■ **Stored data**:

::::::::::

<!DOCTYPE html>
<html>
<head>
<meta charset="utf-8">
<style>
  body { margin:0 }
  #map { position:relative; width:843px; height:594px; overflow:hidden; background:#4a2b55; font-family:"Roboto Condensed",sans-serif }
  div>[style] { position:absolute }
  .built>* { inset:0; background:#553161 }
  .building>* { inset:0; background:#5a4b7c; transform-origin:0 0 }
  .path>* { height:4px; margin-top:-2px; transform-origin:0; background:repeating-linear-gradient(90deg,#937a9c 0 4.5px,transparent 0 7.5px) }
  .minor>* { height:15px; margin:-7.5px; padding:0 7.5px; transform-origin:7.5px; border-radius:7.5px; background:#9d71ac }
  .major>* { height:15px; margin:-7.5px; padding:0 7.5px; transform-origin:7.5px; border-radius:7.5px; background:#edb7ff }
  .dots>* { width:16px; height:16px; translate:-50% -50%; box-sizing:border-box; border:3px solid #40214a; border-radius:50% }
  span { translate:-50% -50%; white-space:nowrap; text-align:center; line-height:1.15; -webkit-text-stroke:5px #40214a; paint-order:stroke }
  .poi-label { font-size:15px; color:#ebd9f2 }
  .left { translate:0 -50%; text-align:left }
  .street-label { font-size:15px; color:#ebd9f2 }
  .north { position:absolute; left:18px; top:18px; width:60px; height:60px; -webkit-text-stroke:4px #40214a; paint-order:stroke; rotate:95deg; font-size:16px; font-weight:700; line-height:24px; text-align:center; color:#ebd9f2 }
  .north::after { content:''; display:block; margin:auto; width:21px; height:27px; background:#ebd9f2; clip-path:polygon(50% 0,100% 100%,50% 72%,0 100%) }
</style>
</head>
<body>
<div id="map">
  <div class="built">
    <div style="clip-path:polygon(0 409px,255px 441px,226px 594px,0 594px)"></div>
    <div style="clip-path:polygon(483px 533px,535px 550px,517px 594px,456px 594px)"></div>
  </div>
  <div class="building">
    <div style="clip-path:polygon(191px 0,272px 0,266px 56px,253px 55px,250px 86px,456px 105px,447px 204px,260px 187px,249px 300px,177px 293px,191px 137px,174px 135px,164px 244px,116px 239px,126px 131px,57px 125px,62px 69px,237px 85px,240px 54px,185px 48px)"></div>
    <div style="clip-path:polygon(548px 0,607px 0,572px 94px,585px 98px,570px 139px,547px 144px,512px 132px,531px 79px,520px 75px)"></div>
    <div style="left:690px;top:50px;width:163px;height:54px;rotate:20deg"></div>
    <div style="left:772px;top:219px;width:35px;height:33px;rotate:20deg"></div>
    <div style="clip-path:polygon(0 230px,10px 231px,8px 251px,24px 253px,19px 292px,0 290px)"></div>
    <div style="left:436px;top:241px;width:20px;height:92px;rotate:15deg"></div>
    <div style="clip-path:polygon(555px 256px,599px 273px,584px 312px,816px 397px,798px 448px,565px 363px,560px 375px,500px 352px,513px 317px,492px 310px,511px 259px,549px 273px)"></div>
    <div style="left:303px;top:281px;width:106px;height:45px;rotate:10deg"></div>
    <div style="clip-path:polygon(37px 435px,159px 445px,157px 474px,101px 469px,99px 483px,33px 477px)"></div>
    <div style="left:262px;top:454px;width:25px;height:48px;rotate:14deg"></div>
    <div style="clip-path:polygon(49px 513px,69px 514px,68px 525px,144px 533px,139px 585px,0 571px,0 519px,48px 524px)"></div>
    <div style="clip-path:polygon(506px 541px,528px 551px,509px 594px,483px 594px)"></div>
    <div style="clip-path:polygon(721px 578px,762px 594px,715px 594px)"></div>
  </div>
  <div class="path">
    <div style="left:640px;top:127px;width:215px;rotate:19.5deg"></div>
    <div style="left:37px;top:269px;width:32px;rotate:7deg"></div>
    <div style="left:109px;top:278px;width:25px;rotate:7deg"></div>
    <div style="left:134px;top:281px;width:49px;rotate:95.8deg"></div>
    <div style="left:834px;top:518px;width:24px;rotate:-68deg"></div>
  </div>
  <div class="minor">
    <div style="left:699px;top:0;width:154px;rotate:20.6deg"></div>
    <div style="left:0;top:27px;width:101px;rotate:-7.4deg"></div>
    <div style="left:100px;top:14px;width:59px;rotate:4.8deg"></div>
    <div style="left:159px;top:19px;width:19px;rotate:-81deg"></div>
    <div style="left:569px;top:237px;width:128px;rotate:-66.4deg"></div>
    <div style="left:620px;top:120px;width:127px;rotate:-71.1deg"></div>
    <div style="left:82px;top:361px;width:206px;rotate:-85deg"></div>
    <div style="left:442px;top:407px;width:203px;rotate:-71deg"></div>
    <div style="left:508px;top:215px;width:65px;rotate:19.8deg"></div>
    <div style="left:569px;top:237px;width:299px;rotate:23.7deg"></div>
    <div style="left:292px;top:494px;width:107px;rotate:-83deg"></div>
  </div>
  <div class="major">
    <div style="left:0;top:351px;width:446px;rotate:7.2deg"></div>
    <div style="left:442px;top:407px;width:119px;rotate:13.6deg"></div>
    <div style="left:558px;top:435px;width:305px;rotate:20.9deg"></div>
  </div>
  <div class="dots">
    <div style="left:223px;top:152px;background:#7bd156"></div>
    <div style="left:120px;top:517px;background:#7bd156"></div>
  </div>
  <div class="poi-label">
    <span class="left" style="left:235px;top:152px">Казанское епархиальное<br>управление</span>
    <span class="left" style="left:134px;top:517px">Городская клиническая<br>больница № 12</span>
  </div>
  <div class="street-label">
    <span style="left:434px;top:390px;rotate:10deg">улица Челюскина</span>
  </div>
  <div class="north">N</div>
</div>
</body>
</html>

::::::::::

Output, exactly and in full, the lines from the start of the entries above through the line that contains "height:4px; margin-top:-2px; transform-origin:0;".

■ **OUTPUT FOR THIS EXERCISE**:
<!DOCTYPE html>
<html>
<head>
<meta charset="utf-8">
<style>
  body { margin:0 }
  #map { position:relative; width:843px; height:594px; overflow:hidden; background:#4a2b55; font-family:"Roboto Condensed",sans-serif }
  div>[style] { position:absolute }
  .built>* { inset:0; background:#553161 }
  .building>* { inset:0; background:#5a4b7c; transform-origin:0 0 }
  .path>* { height:4px; margin-top:-2px; transform-origin:0; background:repeating-linear-gradient(90deg,#937a9c 0 4.5px,transparent 0 7.5px) }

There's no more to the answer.